Önce otomobilin ana hatları saptandı. 4-5 kişilik, toplam 1000-1100 kg ağırlığında, orta boy denilebilecek bir tip üzerinde mutabık kalındı. Motor 4 silindirli olmalı, 50-60 HP vermeliydi. Karoseri için hazırlanan 1:10 ölçekli maketlerden seçilen birinin 1:1 ölçekli alçı modeli yapıldı. Karoserin damı, kaput ve benzeri saçları, bu modelden alınan kalıplarla yapılmış beton bloklara çekilmek ve çekiçle düzeltilmek suretiyle tek tek imal edildi. Bir yandan da Willy’s Jeep, Warswa, Chevrolet, Ford Consul, Fiat 1400 ve 1100 motorlarının incelenmesinden sonra Warswa motoru örnek alınarak yandan supaplı bir 4 silindirli motorun gövde ve başlığı Sivas Demiryolu Fabrikası’nda dökülüp, Ankara Demiryolu Fabrikası’nda işlendi. Piston, segman ve kolları Eskişehir’de yapıldı. Motor Ankara Demiryolu Fabrikası’nda monte edildi. 40 HP’den fazla güç alınamayan bu motora alternatif olarak Ankara Fabrikası aynı gövde ve krank milinden yola çıkarak başka bir tip geliştirdi. B-motoru adı verilen üstten supaplı bir üçüncü motor da Eskişehir’de imal edildi. Süspansiyon grubu ön takımlar için MacPherson sistemini önerildi ve numuneye göre Eskişehir’de imal edildi.
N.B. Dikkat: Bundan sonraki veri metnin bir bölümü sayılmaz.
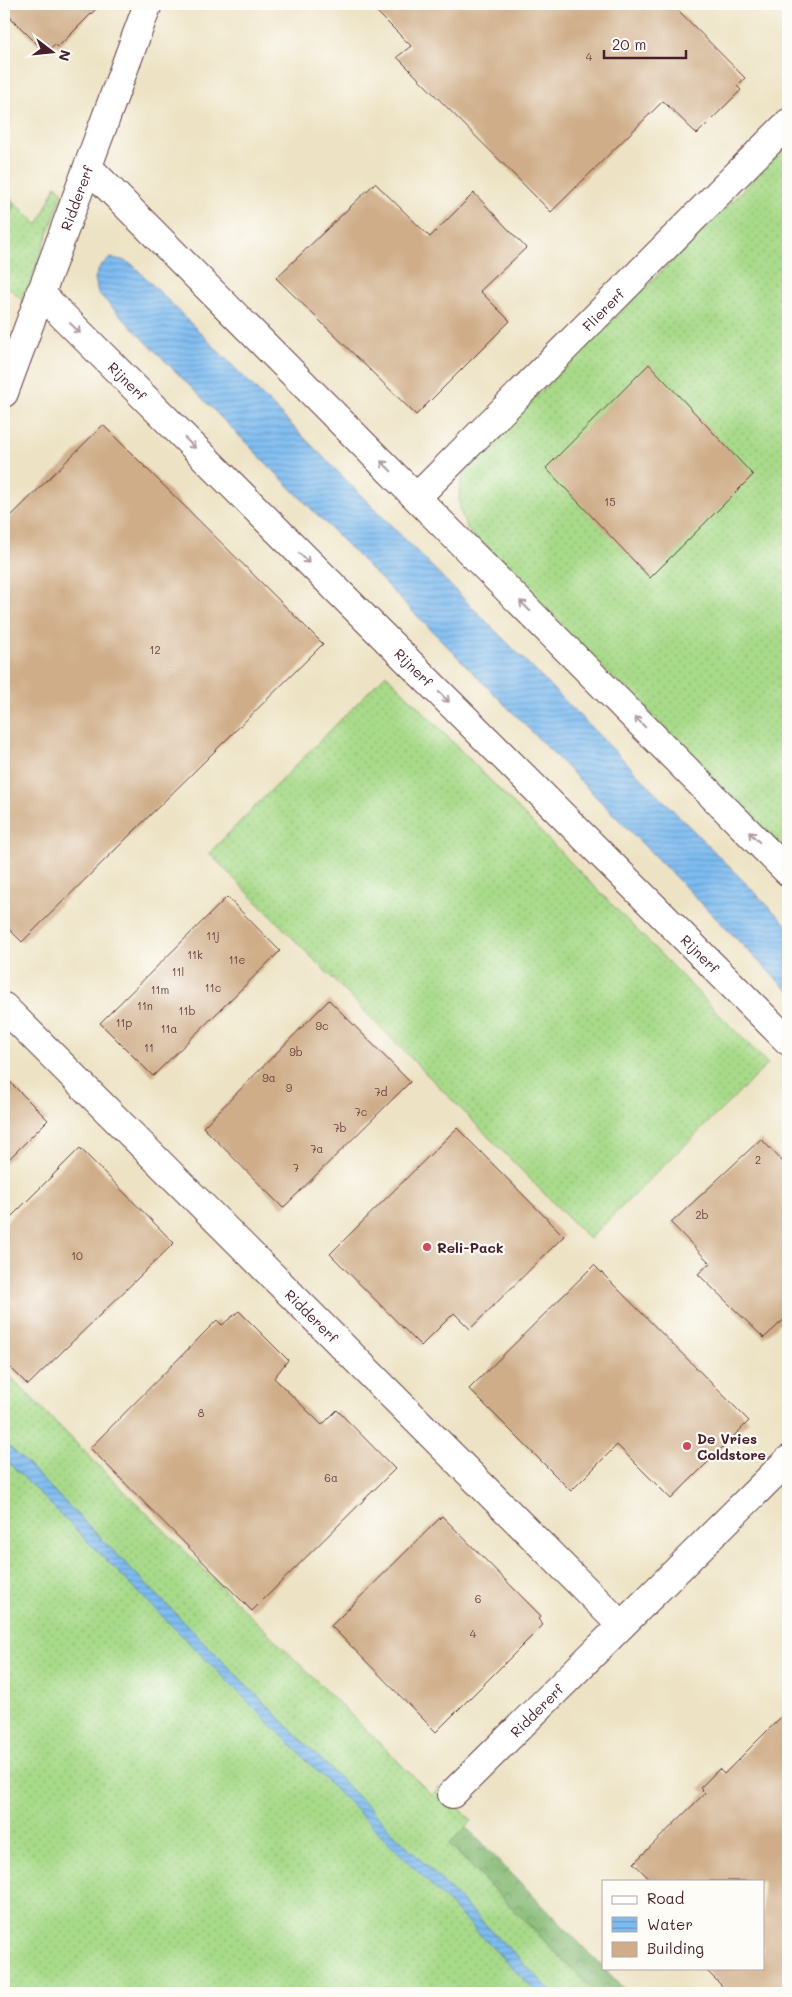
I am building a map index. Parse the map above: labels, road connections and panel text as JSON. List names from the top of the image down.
{
  "streets": {
    "street": ["Riddererf", "Fliererf", "Rijnerf"]
  },
  "crossings": [
    ["Riddererf", "Rijnerf"]
  ],
  "places": ["Reli-Pack", "De Vries Coldstore"],
  "house_numbers": [
    "4",
    "15",
    "12",
    "11j",
    "11k",
    "11e",
    "11l",
    "11c",
    "11m",
    "11n",
    "11b",
    "11p",
    "9c",
    "11a",
    "11",
    "9b",
    "9a",
    "9",
    "7d",
    "7c",
    "7b",
    "7a",
    "2",
    "7",
    "2b",
    "10",
    "8",
    "6a",
    "6",
    "4"
  ],
  "legend": ["Road", "Water", "Building"],
  "scale_bar": "20 m",
  "north": "right"
}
Şanzımanlar, Ankara fabrikasınca tümü yerli olarak yapılmıştı. Montaja geçildiğinde karşılaşılan en büyük sorun, gövde-motor uyumunu sağlamak, debriyaj, gaz ve fren kumanda mekanizmalarını yerleştirmek ve direksiyonun en uygun konumunu bulmaktı. Ayarlı direksiyon önerisi kabul edilmedi. İki yıl sonra Cadillac bunu bir yenilik olarak getiriyordu. Nihayet Ekim ortalarında Devrim otomobillerinden ilki tecrübeye hazır duruma gelebildi. Elektrik donanımı ile diferansiyel dişlileri, kardan istavrozları ve motor yatakları ile cam ve lastikleri dışında tüm parçaları yerli idi. Bir yandan bu ilk otomobilin yol tecrübeleri sürdürülürken bir yandan da Cumhurbaşkanı’na sunulmak üzere B-motoru ile donatılan ikinci otomobilin yetiştirilmesine çalışılıyordu. Siyah renkteki bu 2 numaralı Devrim’in son kat boyası ancak 28 Ekim akşamı vurulabildi. Pasta ve cilası Ankara’ya sevk edilirken gece trende yapıldı. Buharlı lokomotiflerle çekilen trende bacadan sıçraması muhtemel kıvılcımlardan ötürü güvenlik önlemi olarak benzin depoları boşaltıldı. Tren sabaha karşı Ankara’ya ulaştı. İki Devrim otomobili o zamanlar Sıhhiye semtinde bulunan Ankara Demiryolu Fabrikası’na indirildi. Manevra imkanı sağlamak için depolarına yalnızca birkaç litre benzin kondu. Asıl ikmal sabahleyin Sıhhiye’deki Mobil Benzin İstasyonu’ndan yapılacak, sonra da Meclis’e gidilecekti.

Şark kafası!

29 Ekim sabahı, Devrimler motosikletli oldukça kalabalık bir trafik ekibinden oluşan eskortun arasında yola çıktı. Çıktı ama, eskorttakiler, benzin alma işinden haberleri olmadığı için, Mobil’e uğramadan yola devam ettiler. Meclis’in önüne gelindiğinde durum anlaşıldı, acele getirilen benzin ilk otomobile kondu. İki numaraya konacağı sırada Cemal Paşa Meclis’in önüne gelmiş ve Anıtkabir’e gitmek üzere 2 numaralı Devrim’e binmişti. Yola çıkıldı. Fakat 100 m. kadar sonra motor öksürerek durdu. Cemal Paşa’nın “Ne oluyor?” sorusuna direksiyondaki Yüksek Mühendis Rıfat Serdaroğlu “Paşam, benzin bitti” cevabını verdi. Paşa’dan özür dilenilerek 1 numaralı Devrim’e geçmesi rica edildi. Buna uyan Cemal Paşa, Anıtkabir’e bu otomobille gitti. İnerken ünlü “Garp kafasıyla otomobil yaptınız ama, şark kafasıyla benzin ikmalini unuttunuz” sözlerini söyledi. Ertesi gün bütün gazetelerin söz birliği etmişçesine “100 metre gidip bozuldu” başlığını attıkları 2 numaralı Devrim, aynı gün Hipodrom’daki geçit törenine katılıyor, ne bundan, ne de Cemal Paşa’nın Anıtkabir’e bir başka Devrim otomobili ile gittiğinden söz ediliyor; yalnızca haber, yorum ve fıkralarda harcanan bunca paranın boşa gittiğinden dem vuruluyordu. Oysa aynı yıl Tarım Bakanlığı bütçesine konmuş bulunan “At neslinin ıslahı” için 25 milyon TL ödenek ve sonucundan kimse söz etmiyordu… Devrimler, topu topu 130 güne sıkıştırılmış gayrı ciddi birer politik gösteriden başka bir şey değildi ve dar vizyonlarla, basit ihmallerle unutkanlıklarla sarsılan bir otomobil endüstrisi de asla mümkün olamazdı. Ama her şeye rağmen iyi niyetle üretim elbette mümkündü.